As Alabama Reopens, Its Hospitals Are Running Out of ICU Beds

At a Thursday press conference, Steven Reed, the mayor of Montgomery, Alabama, said his city's hospitals have run out of beds in their Intensive Care Units, where coronavirus patients are normally treated.

The lack of beds is partly caused by patients driving in from rural areas that lack hospitals.

"Many people in Montgomery hospitals are not from Montgomery," Reed said. "They're suffering because they don't have the rural health care system in place that they need."

Montgomery city health officials are instructing sick people to try and gain admittance into the hospitals of Birmingham, the state's largest city, more than 100 miles north.

Reed's comments come just as the state experienced its second-highest ever day of newly confirmed COVID-19 cases on May 21. "A third of the state's total overall cases have occurred just in the last two weeks," according to WBHM reporter Janae Pierre. Also this week, two of the state's largest high schools held graduation ceremonies at a baseball stadium.

At the press conference, Reed advised city residents to continue wearing face masks in public and to continue observing social distancing habits despite the reopening. He also suggested that he may implement municipal restrictions to slow the epidemic if case numbers continue to increase.

"We don't want to lose anyone—any life—because we don't have the resources to treat them in this community," Reed said.

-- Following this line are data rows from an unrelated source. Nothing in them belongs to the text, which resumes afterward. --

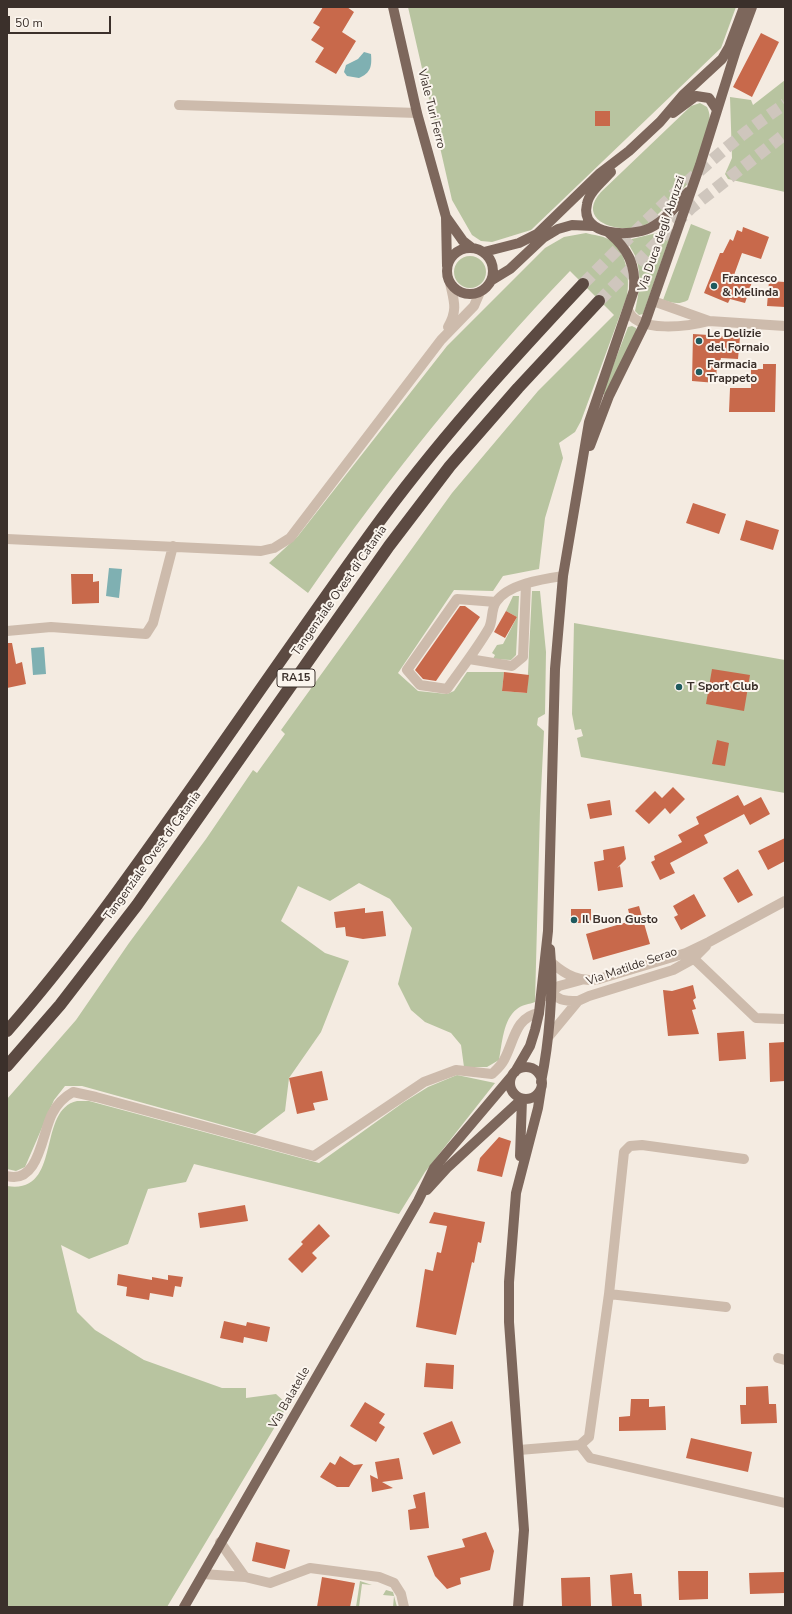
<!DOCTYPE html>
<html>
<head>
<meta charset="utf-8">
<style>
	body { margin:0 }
	#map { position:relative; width:792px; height:1614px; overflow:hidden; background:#f4ebe1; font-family:"Nunito Sans",sans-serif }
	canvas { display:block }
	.frame { position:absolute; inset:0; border:8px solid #3b302b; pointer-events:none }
	.scale { position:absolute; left:8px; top:16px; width:103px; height:18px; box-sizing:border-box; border:2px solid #3b302b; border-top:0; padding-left:5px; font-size:12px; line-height:14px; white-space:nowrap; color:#3b302b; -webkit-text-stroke:3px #fbf5ee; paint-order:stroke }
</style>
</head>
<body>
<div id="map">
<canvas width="792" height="1614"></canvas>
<div class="frame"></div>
<div class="scale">50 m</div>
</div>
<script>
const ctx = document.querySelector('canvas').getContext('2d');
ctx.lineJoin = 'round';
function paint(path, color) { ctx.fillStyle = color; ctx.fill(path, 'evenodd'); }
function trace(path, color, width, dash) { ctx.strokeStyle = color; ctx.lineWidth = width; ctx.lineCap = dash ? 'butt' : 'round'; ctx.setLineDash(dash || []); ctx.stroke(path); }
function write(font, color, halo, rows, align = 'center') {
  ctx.font = font + ' "Nunito Sans",sans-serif'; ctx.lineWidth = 4; ctx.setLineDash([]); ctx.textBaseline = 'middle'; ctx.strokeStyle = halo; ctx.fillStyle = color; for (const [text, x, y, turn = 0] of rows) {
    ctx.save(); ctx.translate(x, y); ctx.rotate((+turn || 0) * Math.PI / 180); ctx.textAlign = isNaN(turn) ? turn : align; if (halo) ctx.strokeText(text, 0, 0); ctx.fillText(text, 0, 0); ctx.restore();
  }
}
paint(new Path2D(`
	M 408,7 L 736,7 L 721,48 L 531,230 L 492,242 L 481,241 L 472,235 L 452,200 Z
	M 785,80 L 785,192 L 728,179 L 725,174 L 732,158 L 730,97 L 751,100 L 753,105 Z
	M 700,103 L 707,107 C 714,120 705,136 701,148 C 698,158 696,169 692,178 C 689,184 653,220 647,224 C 625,236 573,223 601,192 L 691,106 Z
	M 691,224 L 711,232 L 688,300 C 679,305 673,303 663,300 Z
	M 669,230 L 672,231 L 643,314 L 639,315 L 635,311 C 639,292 642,277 636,258 C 634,252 629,247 628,241 L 632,239 Z
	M 586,233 C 593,235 604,236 610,240 C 627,252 630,278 627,296 L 581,421 L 575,432 L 559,443 L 563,458 L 545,518 L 539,569 L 503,576 L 493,591 L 454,590 L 398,673 L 418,691 L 447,694 L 454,691 L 467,672 L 504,672 L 502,691 L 527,693 L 532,591 L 540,591 L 546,652 L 545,714 L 538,718 L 537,725 L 544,731 L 540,811 L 535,1002 C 530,1004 521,1005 517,1009 C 503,1019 502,1045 499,1060 L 487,1067 L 464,1067 L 461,1045 L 451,1033 L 425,1022 L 411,1010 L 398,984 L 412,928 L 390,899 L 359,883 L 330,901 L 298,886 L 281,921 L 325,953 L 349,961 L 321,1032 L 289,1078 L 285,1111 L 255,1134 L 82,1086 L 65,1086 L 54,1100 L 25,1167 L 16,1171 L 7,1169 L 7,1099 L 76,1020 L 129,943 L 206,839 L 253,770 L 257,773 L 285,734 L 281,730 L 452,493 L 538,391 L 614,315 L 570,271 C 474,371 387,479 308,593 L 269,563 L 298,536 L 447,346 L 545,248 L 564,237 Z
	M454 272a16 16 0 1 1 32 0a16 16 0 1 1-32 0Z
	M 632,326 L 636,328 L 637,332 L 605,394 L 602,394 L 628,327 Z
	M 513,596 L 519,596 L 516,655 L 511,660 L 493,659 L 495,655 L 492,653 L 497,645 L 503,644 L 517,617 L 506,611 Z
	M 574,623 L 785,660 L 785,793 L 581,757 L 577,738 L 583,736 L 581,729 L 575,730 L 572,714 Z
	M 457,1075 L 495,1083 L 425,1172 L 399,1214 L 194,1164 L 186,1182 L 148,1189 L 128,1244 L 89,1259 L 61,1245 L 77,1312 L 95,1330 L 144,1360 L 222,1388 L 246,1388 L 246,1398 L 276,1394 L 288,1405 L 167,1607 L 7,1607 L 7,1186 C 63,1195 36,1110 77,1101 C 81,1101 86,1101 89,1101 L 319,1163 L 404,1102 L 428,1087 Z
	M 360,1581 L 372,1585 L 362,1584 L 359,1607 L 356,1607 Z
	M 386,1590 L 393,1592 L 397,1607 L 393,1607 L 394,1596 L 383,1595 Z`), '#b8c4a0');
paint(new Path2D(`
	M 364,52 L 371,54 C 372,66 371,73 359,78 L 347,76 L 344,72 L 346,65 L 358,59 Z
	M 109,568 L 122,569 L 119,598 L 106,596 Z
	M 44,647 L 46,674 L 33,675 L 31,648 Z`), '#7fb0b2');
paint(new Path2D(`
	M 323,7 L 347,7 L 354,12 L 342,32 L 356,41 L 336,74 L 315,62 L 324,48 L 311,40 L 320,27 L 313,23 Z
	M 761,33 L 779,42 L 752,97 L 733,87 Z
	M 595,111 L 610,111 L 610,126 L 595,126 Z
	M 743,227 L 769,237 L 761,259 L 742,253 L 734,275 L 752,282 L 745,303 L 730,299 L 728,303 L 704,293 L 720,253 L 723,253 L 730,239 L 733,241 L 737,230 L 742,232 Z
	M 769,281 L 785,282 L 785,307 L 767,306 Z
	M 693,334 L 740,337 L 738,359 L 721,358 L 720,362 L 717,362 L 716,383 L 692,381 Z
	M 763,364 L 776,364 L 775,412 L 729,412 L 730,388 L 751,388 L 751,369 L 763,369 Z
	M 693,503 L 726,514 L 719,534 L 686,523 Z
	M 746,520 L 779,530 L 773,550 L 740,540 Z
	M 71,574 L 93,574 L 93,582 L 99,581 L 99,603 L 72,604 Z
	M 460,606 L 465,606 L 480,617 L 436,681 L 423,679 L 415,670 Z
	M 506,611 L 517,617 L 505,638 L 494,632 Z
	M 7,643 L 12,643 L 16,664 L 22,662 L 26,684 L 7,688 Z
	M 712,669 L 750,675 L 744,711 L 706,704 Z
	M 504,672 L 529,675 L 527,693 L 502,691 Z
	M 717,740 L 729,743 L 725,766 L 712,764 Z
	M 673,787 L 685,799 L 670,814 L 665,808 L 649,824 L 635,811 L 655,791 L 662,798 Z
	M 738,795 L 744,806 L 761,797 L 770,814 L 750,825 L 744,814 L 704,835 L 708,843 L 670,863 L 675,873 L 660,880 L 651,862 L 655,860 L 654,856 L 682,842 L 678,835 L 699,824 L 696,817 Z
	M 610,800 L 612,815 L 590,819 L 587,804 Z
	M 785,838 L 785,861 L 768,870 L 758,851 Z
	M 624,846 L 626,859 L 617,868 L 620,866 L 623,887 L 598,891 L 594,862 L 604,860 L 603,850 Z
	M 738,869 L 753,895 L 738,903 L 723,878 Z
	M 694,894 L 706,916 L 681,930 L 674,917 L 678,915 L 673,906 Z
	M 639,906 L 650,944 L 593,960 L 586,934 L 631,921 L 628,909 Z
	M 365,908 L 365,913 L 383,911 L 386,936 L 363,939 L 346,936 L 345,927 L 336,928 L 334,912 Z
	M 571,909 L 591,909 L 591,923 L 571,923 Z
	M 693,985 L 696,998 L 693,1000 L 696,1009 L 692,1010 L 699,1034 L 668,1036 L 663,990 L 672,991 Z
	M 744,1031 L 746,1059 L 719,1061 L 717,1033 Z
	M 785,1042 L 785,1081 L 770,1082 L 769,1043 Z
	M 322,1071 L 328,1100 L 313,1103 L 315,1110 L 297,1114 L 289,1078 Z
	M 499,1137 L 511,1141 L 502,1177 L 477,1171 L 480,1158 Z
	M 245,1205 L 248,1221 L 200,1228 L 198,1213 Z
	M 434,1212 L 485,1222 L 481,1243 L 478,1242 L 474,1263 L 472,1262 L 456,1335 L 416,1327 L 425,1269 L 433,1271 L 437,1252 L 441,1253 L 447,1226 L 429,1223 Z
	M 319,1224 L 330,1236 L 312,1253 L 317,1258 L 302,1273 L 288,1259 L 303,1244 L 301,1242 Z
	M 118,1274 L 152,1280 L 152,1277 L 168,1280 L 168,1275 L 183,1277 L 181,1287 L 175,1286 L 173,1297 L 150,1293 L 149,1300 L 126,1296 L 127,1287 L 117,1285 Z
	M 224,1321 L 246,1326 L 247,1322 L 270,1327 L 267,1342 L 244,1337 L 243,1343 L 220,1338 Z
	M 426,1363 L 454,1365 L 453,1389 L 424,1387 Z
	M 768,1386 L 769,1404 L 776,1404 L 777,1423 L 741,1424 L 740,1405 L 746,1405 L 746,1387 Z
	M 631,1399 L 649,1399 L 649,1407 L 665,1406 L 666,1430 L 619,1431 L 619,1417 L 630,1416 Z
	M 365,1402 L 385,1414 L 379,1423 L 385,1427 L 376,1442 L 350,1426 Z
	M 452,1421 L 461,1443 L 433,1455 L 423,1433 Z
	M 691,1438 L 752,1452 L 748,1472 L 686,1458 Z
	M 340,1456 L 354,1465 L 363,1464 L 349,1487 L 337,1487 L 320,1477 L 330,1462 L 335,1465 Z
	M 399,1458 L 403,1479 L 382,1482 L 393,1488 L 372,1492 L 370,1475 L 378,1479 L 375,1462 Z
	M 425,1492 L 429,1528 L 410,1530 L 408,1510 L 416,1508 L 413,1495 Z
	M 486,1532 L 494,1551 L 490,1570 L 460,1578 L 461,1584 L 447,1589 L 435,1576 L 427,1556 L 465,1547 L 462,1539 Z
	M 256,1542 L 290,1550 L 285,1569 L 252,1561 Z
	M 678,1571 L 708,1571 L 708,1599 L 679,1600 Z
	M 785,1572 L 785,1593 L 750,1594 L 749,1573 Z
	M 632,1573 L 634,1594 L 641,1594 L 642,1607 L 612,1607 L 610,1575 Z
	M 322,1577 L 355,1583 L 350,1607 L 317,1607 Z
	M 590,1577 L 591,1607 L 562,1607 L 561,1578 Z`), '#c8694b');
trace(new Path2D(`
	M 583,284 C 647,220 710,154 785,104
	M 599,301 L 691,208 L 785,134`), '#cfc6bd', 12, [12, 6]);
trace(new Path2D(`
	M 179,105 L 417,113
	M 653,301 L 709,321 L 785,326
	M 628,310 C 637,334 690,326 709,321
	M 448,327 C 458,310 454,301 450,283
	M 7,539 L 261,551 L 274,548 L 290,538 L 441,340 L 474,306 L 480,292
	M 496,602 L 457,599 L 407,670 L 420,685 L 447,689 C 461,669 477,649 489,628 C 493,620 491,609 496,602 C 508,584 543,579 563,576
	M 7,631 L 51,627 L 146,634 L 153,623 L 173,546
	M 469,659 L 512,666 L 523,657 L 526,585
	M 690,955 L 756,1018 L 785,1019
	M 552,963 C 566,975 580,983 599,979 L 686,953 L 709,942 L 785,901
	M 548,988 C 558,1001 563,1001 578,1001
	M 546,996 L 559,986 L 581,980
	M 549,1036 L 578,1001 L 589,996 L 673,970 L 693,959 L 706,946
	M 7,1176 C 39,1185 42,1133 52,1114 C 57,1104 64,1097 73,1092 L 96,1097 L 314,1156 L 424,1082 L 456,1070 L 492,1074 C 496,1070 501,1066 504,1060 C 514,1042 515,1017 539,1013
	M 609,1294 L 726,1307
	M 778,1358 L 785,1360
	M 580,1445 L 590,1458 L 785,1503
	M 519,1450 L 580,1445 L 589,1437 L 609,1294 L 624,1152 L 630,1146 L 642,1145 L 744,1159
	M 220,1542 L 245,1577
	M 203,1574 L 245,1577 L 270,1583 L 310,1568 L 379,1577 L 394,1583 L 401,1594 L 404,1607`), '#cdbbac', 10);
trace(new Path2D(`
	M 393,7 L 417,113 L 446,217 L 447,266
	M 673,113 L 696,96 L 709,98 L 717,110
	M 611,172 C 603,181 589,192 587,204 C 579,237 631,237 650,228 C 666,220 677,205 688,192
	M 446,217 L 463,241 L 472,248
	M447 271a23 23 0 1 1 46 0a23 23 0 1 1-46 0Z
	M 484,252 L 519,243 L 537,234 L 599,174 L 629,151 L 660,122 L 683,95 L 722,59 L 729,47 L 744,7
	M 492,280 L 510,269 L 543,238 L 558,229 L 572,225 L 593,226
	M 590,446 L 609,396 L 645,323 L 700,165 L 736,50 L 752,7
	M510 1083a16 16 0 1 1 32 0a16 16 0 1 1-32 0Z
	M 515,1072 L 530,1046 L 535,1030 L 539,1013 L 548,931 L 555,669 L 563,576 L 589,422 L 634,290 C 636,265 628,249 609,233
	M 541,1082 C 549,1043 554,989 550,949
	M 520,1156 L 522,1099
	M 427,1190 L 448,1167 L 522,1099
	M 184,1607 L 418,1201 L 434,1168 L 511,1077
	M 518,1607 L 524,1530 L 509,1322 L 509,1282 L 516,1193 L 538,1108 L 541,1089`), '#7d675c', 10);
trace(new Path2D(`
	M 7,1031 C 73,956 130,875 188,793 C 249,706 309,619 371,533 C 435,444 508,364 583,284
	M 7,1066 L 60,1005 L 137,905 L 389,546 L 450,466 L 518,388 L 599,301`), '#5c4a42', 12);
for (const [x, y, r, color] of [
	[714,286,4,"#1f5a5e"],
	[699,341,4,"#1f5a5e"],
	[699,372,4,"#1f5a5e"],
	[679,687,4,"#1f5a5e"],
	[574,920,4,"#1f5a5e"]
]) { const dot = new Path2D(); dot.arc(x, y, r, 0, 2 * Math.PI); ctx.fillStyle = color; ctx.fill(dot); trace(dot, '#fbf5ee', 1.5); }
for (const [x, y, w] of [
	[296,678,38]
]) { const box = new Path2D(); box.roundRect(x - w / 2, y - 9, w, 18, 3); ctx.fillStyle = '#fbf5ee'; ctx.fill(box); trace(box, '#3b302b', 1); }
write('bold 11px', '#3b302b', null, [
	["RA15",296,678]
]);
write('12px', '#3b302b', '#fbf5ee', [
	["Viale Turi Ferro",431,109,76],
	["Via Duca degli Abruzzi",662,234,-71],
	["Tangenziale Ovest di Catania",340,591,-55],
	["Tangenziale Ovest di Catania",153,856,-54],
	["Via Matilde Serao",632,967,-19],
	["Via Balatelle",290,1398,-60]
]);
write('bold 12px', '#3b302b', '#fbf5ee', [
	["Francesco",722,279],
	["& Melinda",722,293],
	["Le Delizie",707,334],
	["del Fornaio",707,348],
	["Farmacia",707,365],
	["Trappeto",707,379],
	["T Sport Club",687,687],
	["Il Buon Gusto",582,920]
], 'left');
</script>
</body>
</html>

Newsweek reached out to Reed's office for further information. This story will be updated with any response.

coronavirus hospital beds
A "prone team," wearing personal protective equipment (PPE), prepares to turn a COVID-19 patient onto his stomach in a Stamford Hospital intensive care unit (ICU), on April 24, 2020 in Stamford, Connecticut. The civilian/military team, made up of physical and occupational therapists turns over COVID-19 patients to help their labored breathing and increase lung capacity. Stamford Hospital, like many across the US, opened additional ICUs and have been augmented by military medical personnel to deal with the heavy patient load. Stamford, with it's close proximity to New York City, has the highest number of coronavirus patients in Connecticut. John Moore/Getty

The state's gradual reopening has progressed in the two weeks following the April 30 expiration of Governor Kay Ivey's April 4 stay-at-home order.

On April 28, Ivey unveiled the "Proceeding With Caution" plan for reopening the state. It encouraged residents to stay at home from April 30 to May 15, and allowed some previously shuttered "non-essential businesses" to resume operations in compliance with additional sanitation and physical distancing measures.

So far, the state has reopened its beaches, casinos, bingo halls, museums, zoos and amusement parks. though gatherings of 10 or more people remain prohibited. Restaurants are still forbidden from hosting dine-in services and all hair and nail salons, night clubs, theaters, bowling alleys and fitness centers have remained closed.

On Thursday May 21, Alabama experienced its second-highest day of newly confirmed coronavirus cases at 420. The first highest day was on May 7 with 514 new cases.

While the high number is likely due to increased testing, as of May 22, the state had a total of 13,103 confirmed coronavirus cases and 539 related deaths, ranking it as 24th U.S. state with the highest number of cases overall.

The graphics below, provided by Statista, illustrates the distribution of COVID-19 cases in the U.S. and the states with the most COVID-19 cases as of May 22 at 6 a.m.

Correction: A previous version of this story misstated the population and cardinal direction of Birmingham.